For illustration purposes, on SQLite >= 3.32, if the value of DatabaseFeatures.max_query_params
is increased, the following test would pass:
-
tests/bulk_create/tests.py
diff --git a/tests/bulk_create/tests.py b/tests/bulk_create/tests.py index 7b86a2def5..ce9123ce97 100644
a b class BulkCreateTests(TestCase): 286 286 objs = [Country(name=f"Country {i}") for i in range(1000)] 287 287 fields = ["name", "iso_two_letter", "description"] 288 288 max_batch_size = max(connection.ops.bulk_batch_size(fields, objs), 1) 289 with self.assertNumQueries( ceil(len(objs) / max_batch_size)):289 with self.assertNumQueries(1): 290 290 Country.objects.bulk_create(objs, batch_size=max_batch_size + 1) 291 291 292 292 @skipUnlessDBFeature("has_bulk_insert")
PR discussion references:
- https://github.com/django/django/pull/19088#discussion_r1925652660
- https://github.com/django/django/pull/19088#discussion_r1929940327
Ticket which sparked the discussion/discovery: #36118
Change History (5)
comment:1 by , 2 weeks ago
Description: | modified (diff) |
---|
comment:2 by , 2 weeks ago
Triage Stage: | Unreviewed → Accepted |
---|
comment:3 by , 2 weeks ago
I think we should use class level cached properties for that to avoid per-connection overhead (as Python can only be built against one version of SQLite at a time) and that we should expect query counts tests that don't take into account bulk_batch_size
return value to require to be adjusted.
comment:4 by , 8 days ago
Owner: | set to |
---|---|
Status: | new → assigned |
Note that while there is a compile-time option, the limit can be made lower for each connection according to the SQLite docs:
The maximum host parameter number can be lowered at run-time using the
sqlite3_limit(db,SQLITE_LIMIT_VARIABLE_NUMBER,size)
interface.
I just found that Python >= 3.11 introduced the functions getlimit() and setlimit() that can be used to get/set these per-connection limits at run-time. This means we'd probably want it to vary on each connection, rather than cached on the class. That said, if it's cached anyway, developers who want to set a different limit on the connection will have to clear the cache in order for Django to pick it up.
Django 6.0 will require Python 3.12+, so I think we're good to use these functions. I haven't checked whether this is specific to CPython, though. There's also an example usage in the CPython tests.

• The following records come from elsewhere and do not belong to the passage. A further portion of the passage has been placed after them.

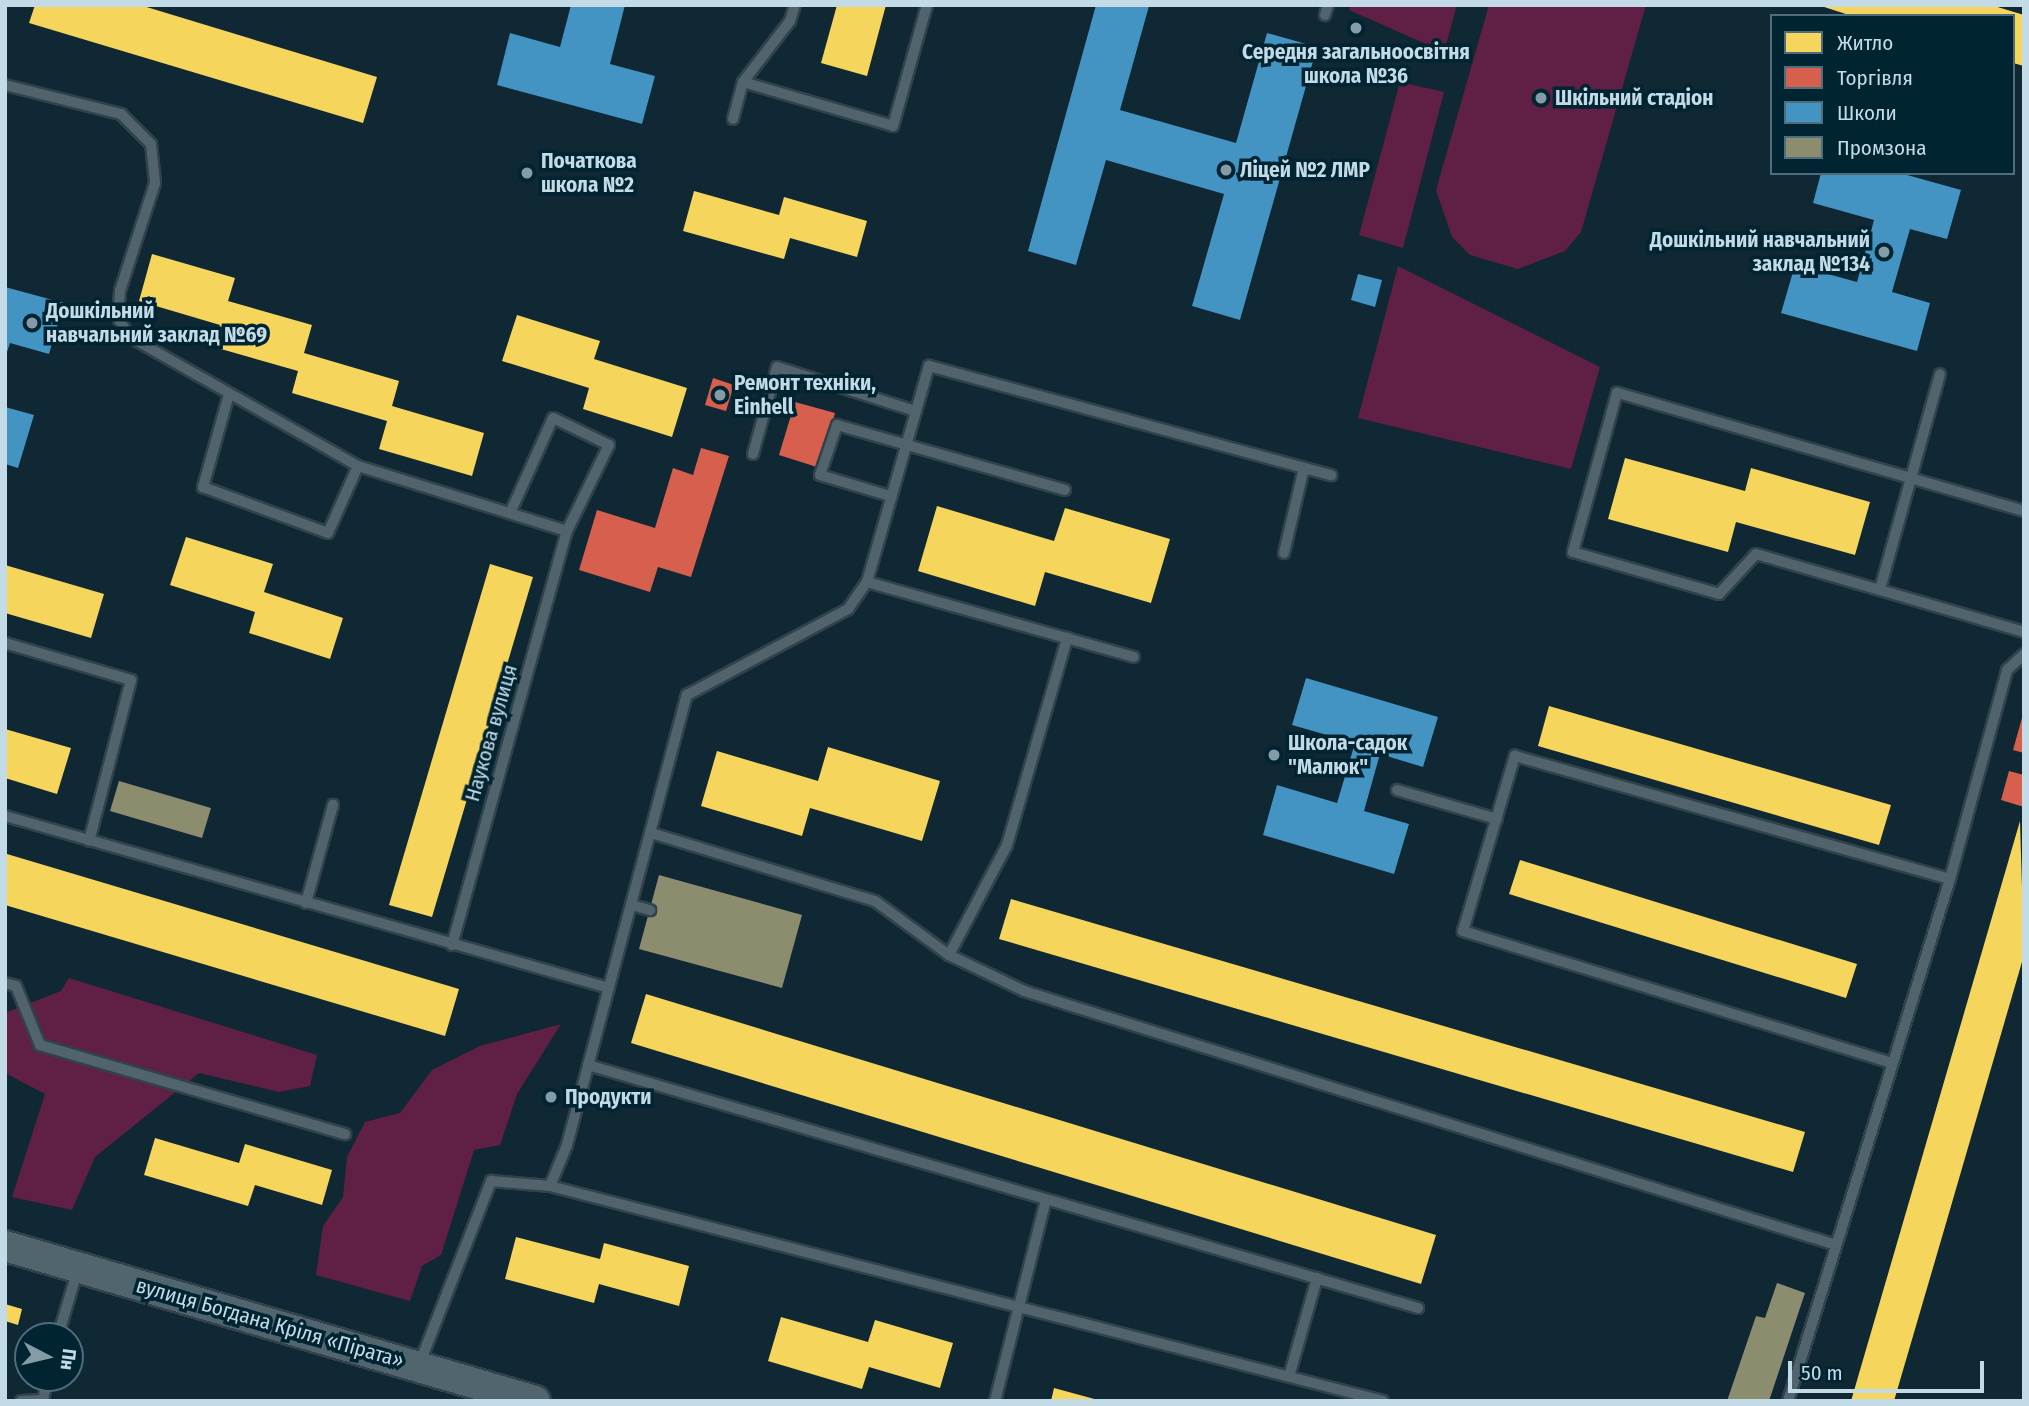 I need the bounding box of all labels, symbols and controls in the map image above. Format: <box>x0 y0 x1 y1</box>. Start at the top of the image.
legend <box>1770 14 2015 175</box>
marker: Середня загальноосвітня школа №36 <box>1348 20 1364 36</box>
text: Житло <box>1837 30 1893 56</box>
place label: Середня загальноосвітня школа №36 <box>1242 39 1470 89</box>
text: Торгівля <box>1837 65 1913 91</box>
place label: Шкільний стадіон <box>1555 85 1713 111</box>
marker: Шкільний стадіон <box>1533 90 1549 106</box>
text: Школи <box>1837 100 1897 126</box>
text: Промзона <box>1837 135 1926 161</box>
place label: Початкова школа №2 <box>541 148 637 198</box>
place label: Ліцей №2 ЛМР <box>1240 157 1370 183</box>
marker: Ліцей №2 ЛМР <box>1218 162 1234 178</box>
marker: Початкова школа №2 <box>519 165 535 181</box>
place label: Дошкільний навчальний заклад №134 <box>1650 227 1870 277</box>
marker: Дошкільний навчальний заклад №134 <box>1876 244 1892 260</box>
place label: Дошкільний навчальний заклад №69 <box>46 298 267 348</box>
marker: Дошкільний навчальний заклад №69 <box>24 315 40 331</box>
place label: Ремонт техніки, Einhell <box>734 370 876 420</box>
marker: Ремонт техніки, Einhell <box>712 387 728 403</box>
street label: Наукова вулиця <box>459 662 523 804</box>
place label: Школа-садок "Малюк" <box>1288 730 1407 780</box>
marker: Школа-садок "Малюк" <box>1266 747 1282 763</box>
place label: Продукти <box>565 1084 651 1110</box>
marker: Продукти <box>543 1089 559 1105</box>
street label: вулиця Богдана Кріля «Пірата» <box>133 1273 407 1373</box>
north arrow <box>14 1322 84 1392</box>
scale bar <box>1791 1346 1987 1390</box>
text: Пн <box>56 1347 81 1371</box>
text: 50 m <box>1801 1360 1843 1386</box>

I'm assigning this to myself so I can hand it over for Djangonaut Space in the coming weeks, I hope it's okay. That said, please do leave a comment if you have any opinions on how we should approach this ticket. Thanks!
comment:5 by , 8 days ago
This means we'd probably want it to vary on each connection, rather than cached on the class
That makes sense. Targeting Django 6.0 also seems like a good choice given it simplifies Python dependency handling and will also allow us to target SQLite 3.32+ as well.

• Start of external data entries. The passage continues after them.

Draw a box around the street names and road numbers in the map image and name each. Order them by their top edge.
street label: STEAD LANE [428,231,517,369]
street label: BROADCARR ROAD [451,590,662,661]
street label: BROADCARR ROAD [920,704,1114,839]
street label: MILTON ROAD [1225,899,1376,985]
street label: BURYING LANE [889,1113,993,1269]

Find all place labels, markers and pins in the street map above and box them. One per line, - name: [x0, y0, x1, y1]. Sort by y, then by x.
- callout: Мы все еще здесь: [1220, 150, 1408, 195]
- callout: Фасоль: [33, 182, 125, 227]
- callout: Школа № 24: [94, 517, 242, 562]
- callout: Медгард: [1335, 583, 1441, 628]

Happy to see you and Djangonaut Space tackle this one Sage. Certainly a lot of good learning along the way and a nice way to validate your SQLite version Docker changes.
Sage showed a query to get the most accurate limit based on compilation flags. Some discussion needed about whether and how to do that (e.g.
@cached_property
? What about people asserting a query count in tests?)